Last month I wrote about the new Family Code statute which mandates courts to take testimony from a minor child 14 years of age or older in custody cases, if the child wishes to do so. Recently, I attended a legal seminar regarding this new statute, and other forms of evidence, which was presented by a panel of family law judges. It was interesting to hear the opinions of the judicial officers. They were unanimous in their views. They do not like this statute and made it clear they will look unfavorably to the parent who attempts to present such evidence.

For example, comments were made about receiving a handwritten letter from the minor child, or a declaration (written testimony) from a child, which accompanies the paperwork filed by one of the parents. The judges were adamantly opposed to the presentation of such evidence. In fact, comments were made that this may be a form of child abuse in and of itself.

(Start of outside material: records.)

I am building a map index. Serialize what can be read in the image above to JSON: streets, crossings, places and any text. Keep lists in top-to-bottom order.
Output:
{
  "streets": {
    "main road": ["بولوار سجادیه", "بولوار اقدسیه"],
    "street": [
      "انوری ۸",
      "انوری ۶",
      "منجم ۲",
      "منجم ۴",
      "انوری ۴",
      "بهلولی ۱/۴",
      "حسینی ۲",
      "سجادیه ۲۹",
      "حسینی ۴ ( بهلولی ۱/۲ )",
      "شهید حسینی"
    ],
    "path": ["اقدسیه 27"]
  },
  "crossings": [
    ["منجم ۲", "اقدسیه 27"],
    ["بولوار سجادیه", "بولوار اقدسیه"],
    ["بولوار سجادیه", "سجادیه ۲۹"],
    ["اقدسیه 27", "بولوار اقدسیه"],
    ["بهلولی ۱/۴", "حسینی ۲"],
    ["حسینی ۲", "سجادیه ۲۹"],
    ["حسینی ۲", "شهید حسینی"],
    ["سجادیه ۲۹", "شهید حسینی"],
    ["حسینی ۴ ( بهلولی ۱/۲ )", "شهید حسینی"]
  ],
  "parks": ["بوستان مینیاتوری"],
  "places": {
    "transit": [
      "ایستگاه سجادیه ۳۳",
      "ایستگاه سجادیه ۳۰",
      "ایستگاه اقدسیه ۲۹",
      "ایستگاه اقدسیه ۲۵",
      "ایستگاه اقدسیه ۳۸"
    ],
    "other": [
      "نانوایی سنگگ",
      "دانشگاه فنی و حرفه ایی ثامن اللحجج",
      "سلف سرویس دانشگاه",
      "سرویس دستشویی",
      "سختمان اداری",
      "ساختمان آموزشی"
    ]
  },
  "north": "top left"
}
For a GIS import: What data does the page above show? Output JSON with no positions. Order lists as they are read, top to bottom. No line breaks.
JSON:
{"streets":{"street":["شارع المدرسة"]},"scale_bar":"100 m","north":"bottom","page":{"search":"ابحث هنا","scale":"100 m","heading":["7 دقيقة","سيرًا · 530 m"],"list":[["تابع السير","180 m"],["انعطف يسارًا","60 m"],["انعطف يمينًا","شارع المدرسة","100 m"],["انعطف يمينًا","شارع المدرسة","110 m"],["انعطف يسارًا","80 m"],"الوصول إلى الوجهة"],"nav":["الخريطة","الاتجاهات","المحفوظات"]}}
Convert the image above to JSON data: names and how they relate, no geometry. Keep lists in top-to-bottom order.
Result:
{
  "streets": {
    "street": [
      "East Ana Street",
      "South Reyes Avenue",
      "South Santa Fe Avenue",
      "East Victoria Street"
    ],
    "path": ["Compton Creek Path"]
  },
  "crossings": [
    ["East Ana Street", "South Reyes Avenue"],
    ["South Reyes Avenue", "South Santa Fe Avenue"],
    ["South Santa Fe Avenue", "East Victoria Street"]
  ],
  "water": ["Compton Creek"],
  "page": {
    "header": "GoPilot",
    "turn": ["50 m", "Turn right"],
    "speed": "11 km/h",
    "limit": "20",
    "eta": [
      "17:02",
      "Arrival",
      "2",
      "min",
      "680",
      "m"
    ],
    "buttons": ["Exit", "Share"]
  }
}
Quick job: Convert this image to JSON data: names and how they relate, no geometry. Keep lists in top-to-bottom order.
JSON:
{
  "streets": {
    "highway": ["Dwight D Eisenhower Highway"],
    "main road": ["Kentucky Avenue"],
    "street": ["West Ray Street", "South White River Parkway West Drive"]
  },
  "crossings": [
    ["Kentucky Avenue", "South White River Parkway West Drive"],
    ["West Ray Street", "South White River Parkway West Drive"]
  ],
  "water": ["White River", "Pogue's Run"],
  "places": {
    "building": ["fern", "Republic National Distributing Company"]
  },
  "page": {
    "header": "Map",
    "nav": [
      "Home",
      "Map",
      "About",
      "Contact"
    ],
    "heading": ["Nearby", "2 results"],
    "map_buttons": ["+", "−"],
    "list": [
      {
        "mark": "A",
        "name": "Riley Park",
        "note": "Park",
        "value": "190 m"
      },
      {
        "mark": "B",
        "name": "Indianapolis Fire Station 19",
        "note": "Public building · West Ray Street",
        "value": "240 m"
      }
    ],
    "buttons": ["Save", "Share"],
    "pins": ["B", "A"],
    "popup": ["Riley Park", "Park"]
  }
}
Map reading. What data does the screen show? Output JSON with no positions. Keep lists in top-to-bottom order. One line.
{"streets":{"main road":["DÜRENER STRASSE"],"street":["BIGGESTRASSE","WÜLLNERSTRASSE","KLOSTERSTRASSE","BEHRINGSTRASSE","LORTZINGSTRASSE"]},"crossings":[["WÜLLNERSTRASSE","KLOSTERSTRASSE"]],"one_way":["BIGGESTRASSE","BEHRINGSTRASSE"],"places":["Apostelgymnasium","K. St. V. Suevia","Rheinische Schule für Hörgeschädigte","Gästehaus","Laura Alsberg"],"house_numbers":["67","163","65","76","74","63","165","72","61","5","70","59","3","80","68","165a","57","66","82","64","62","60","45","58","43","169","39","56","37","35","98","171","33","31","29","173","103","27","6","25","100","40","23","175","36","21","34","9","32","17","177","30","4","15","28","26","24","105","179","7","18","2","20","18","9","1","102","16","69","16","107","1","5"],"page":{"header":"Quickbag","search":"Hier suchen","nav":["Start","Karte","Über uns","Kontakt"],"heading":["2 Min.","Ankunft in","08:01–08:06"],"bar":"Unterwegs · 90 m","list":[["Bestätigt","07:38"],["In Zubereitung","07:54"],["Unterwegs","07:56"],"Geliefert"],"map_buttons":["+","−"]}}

The question becomes, what should you do if your child has expressed an interest in speaking with the court to express his/her own desire? First of all, make certain YOU are not the person suggesting the child ask to testify. If your child approaches you, unsolicited, then proceed, but do so with caution. One way to handle it would be to ask that minor’s counsel be appointed. Minors’ counsel is an attorney appointed by the court, but paid for by you and the other parent, to represent the children. Minors’ counsel, could then make suggestions to the court as to the process for taking testimony. Another way to handle it would be through Family Court Services, which is an agency utilized by the courts to assist them with garnering facts, and trying to get the parties to reach agreements concerning the children. The mediator through Family Court Services can speak with the child and then make suggestions to the court about how to handle the testimony of the child.

The message here is to tread very lightly when it comes to suggesting that your teenage child be allowed to testify, or in presenting the testimony with your documents. The way the evidence is presented is extremely important to your case. The court will always be looking out for the best interest of the child, as they see it. You may think you are sending a message to the court that you are the better parent, by presenting a declaration or letter from your child. However, the court may see it differently.

Having a child testify, no matter what their age, and no matter what California law mandates, is rarely a good idea. The courts do not like to see children involved in the litigation process. However, recognizing that there are exceptions to the rule, the way it is presented may in and of itself be pivotal to your case.